* _Provided entries_
"""

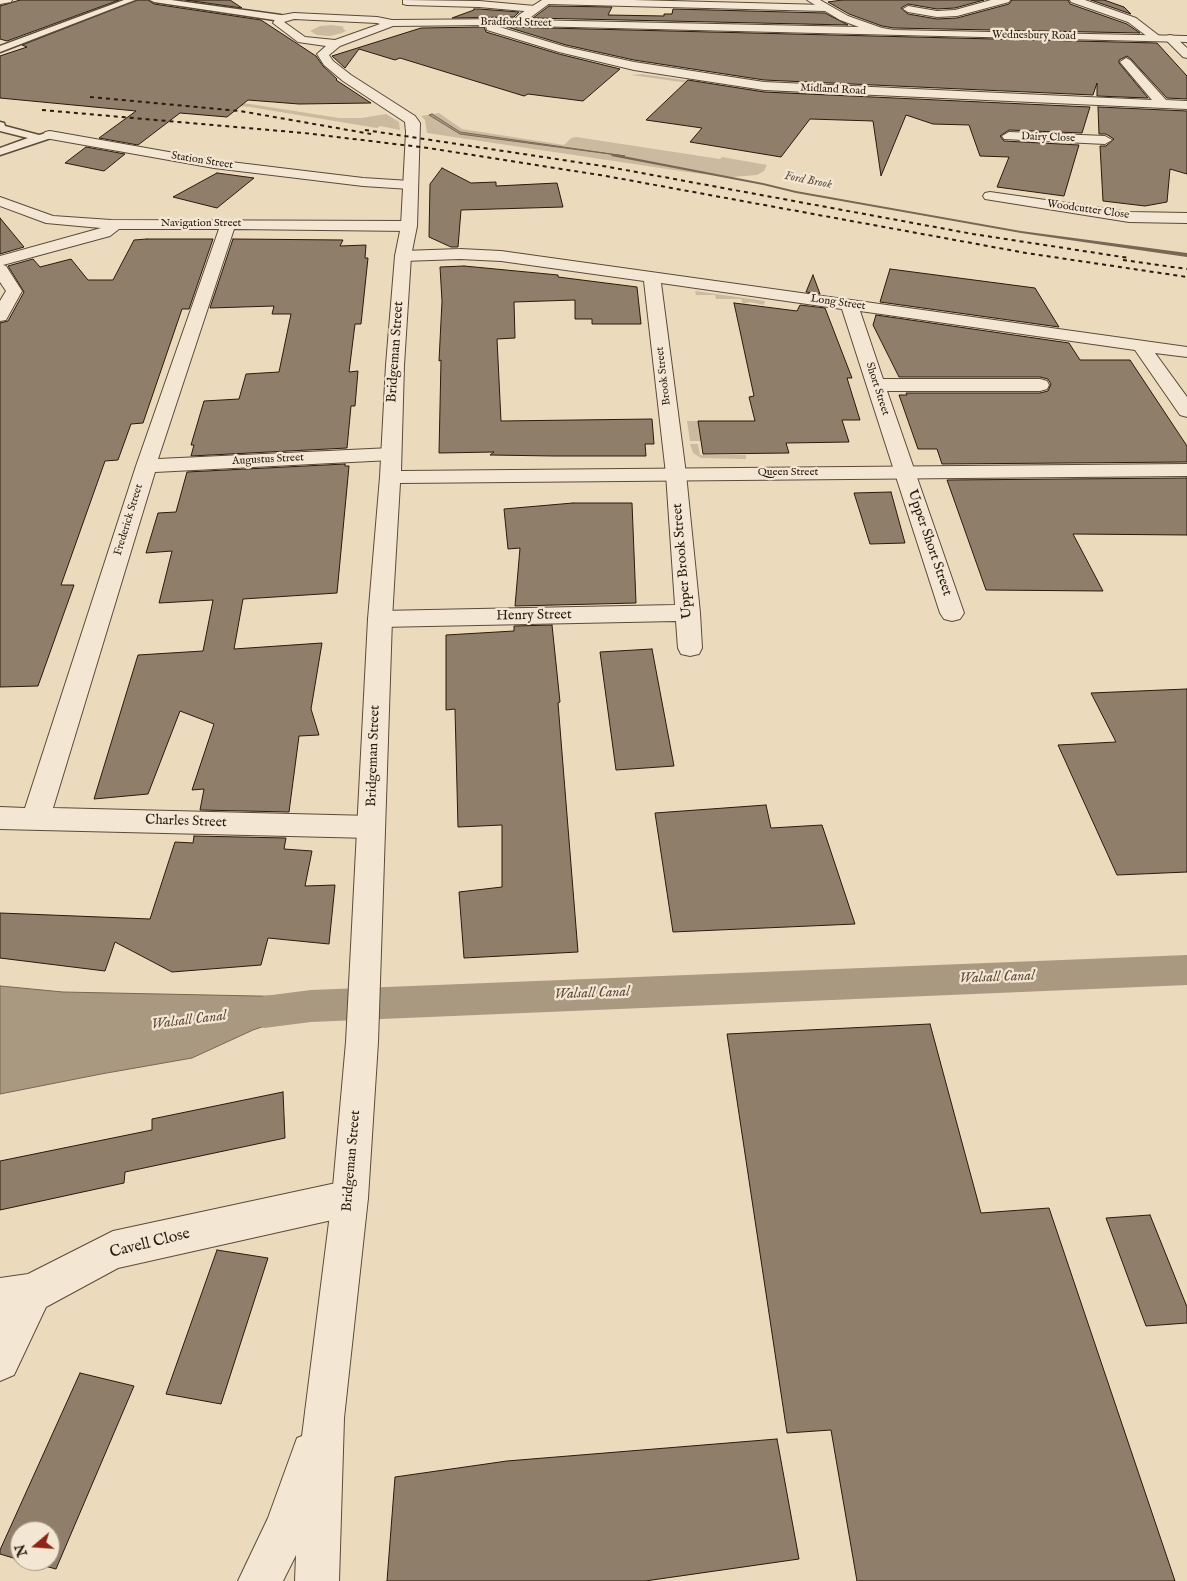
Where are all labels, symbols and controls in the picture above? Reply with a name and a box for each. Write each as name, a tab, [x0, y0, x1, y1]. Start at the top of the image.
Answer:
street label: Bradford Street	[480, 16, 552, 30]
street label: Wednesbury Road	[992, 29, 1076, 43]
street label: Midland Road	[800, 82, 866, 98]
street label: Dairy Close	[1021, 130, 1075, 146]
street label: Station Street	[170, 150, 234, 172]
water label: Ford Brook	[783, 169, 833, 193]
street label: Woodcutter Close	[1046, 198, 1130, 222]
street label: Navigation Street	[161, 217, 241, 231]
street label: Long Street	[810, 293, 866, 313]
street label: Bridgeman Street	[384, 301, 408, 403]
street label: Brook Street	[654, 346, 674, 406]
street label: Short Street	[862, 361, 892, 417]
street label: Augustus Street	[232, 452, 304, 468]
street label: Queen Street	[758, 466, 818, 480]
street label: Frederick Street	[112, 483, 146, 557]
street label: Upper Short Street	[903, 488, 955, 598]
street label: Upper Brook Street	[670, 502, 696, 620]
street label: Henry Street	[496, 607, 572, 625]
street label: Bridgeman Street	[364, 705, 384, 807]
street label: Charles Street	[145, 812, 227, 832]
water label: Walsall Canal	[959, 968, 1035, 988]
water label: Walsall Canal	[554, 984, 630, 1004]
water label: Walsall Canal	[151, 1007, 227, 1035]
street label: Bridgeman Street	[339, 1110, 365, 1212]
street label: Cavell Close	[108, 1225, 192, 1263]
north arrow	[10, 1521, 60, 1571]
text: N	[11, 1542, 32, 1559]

"""

* _Problem details_
Give the listing again word for word, but drop every picture.

* _Response box_
Where are all labels, symbols and controls in the picture above? Reply with a name and a box for each. Write each as name, a tab, [x0, y0, x1, y1]. Start at the top of the image.
Answer:
street label: Bradford Street	[480, 16, 552, 30]
street label: Wednesbury Road	[992, 29, 1076, 43]
street label: Midland Road	[800, 82, 866, 98]
street label: Dairy Close	[1021, 130, 1075, 146]
street label: Station Street	[170, 150, 234, 172]
water label: Ford Brook	[783, 169, 833, 193]
street label: Woodcutter Close	[1046, 198, 1130, 222]
street label: Navigation Street	[161, 217, 241, 231]
street label: Long Street	[810, 293, 866, 313]
street label: Bridgeman Street	[384, 301, 408, 403]
street label: Brook Street	[654, 346, 674, 406]
street label: Short Street	[862, 361, 892, 417]
street label: Augustus Street	[232, 452, 304, 468]
street label: Queen Street	[758, 466, 818, 480]
street label: Frederick Street	[112, 483, 146, 557]
street label: Upper Short Street	[903, 488, 955, 598]
street label: Upper Brook Street	[670, 502, 696, 620]
street label: Henry Street	[496, 607, 572, 625]
street label: Bridgeman Street	[364, 705, 384, 807]
street label: Charles Street	[145, 812, 227, 832]
water label: Walsall Canal	[959, 968, 1035, 988]
water label: Walsall Canal	[554, 984, 630, 1004]
water label: Walsall Canal	[151, 1007, 227, 1035]
street label: Bridgeman Street	[339, 1110, 365, 1212]
street label: Cavell Close	[108, 1225, 192, 1263]
north arrow	[10, 1521, 60, 1571]
text: N	[11, 1542, 32, 1559]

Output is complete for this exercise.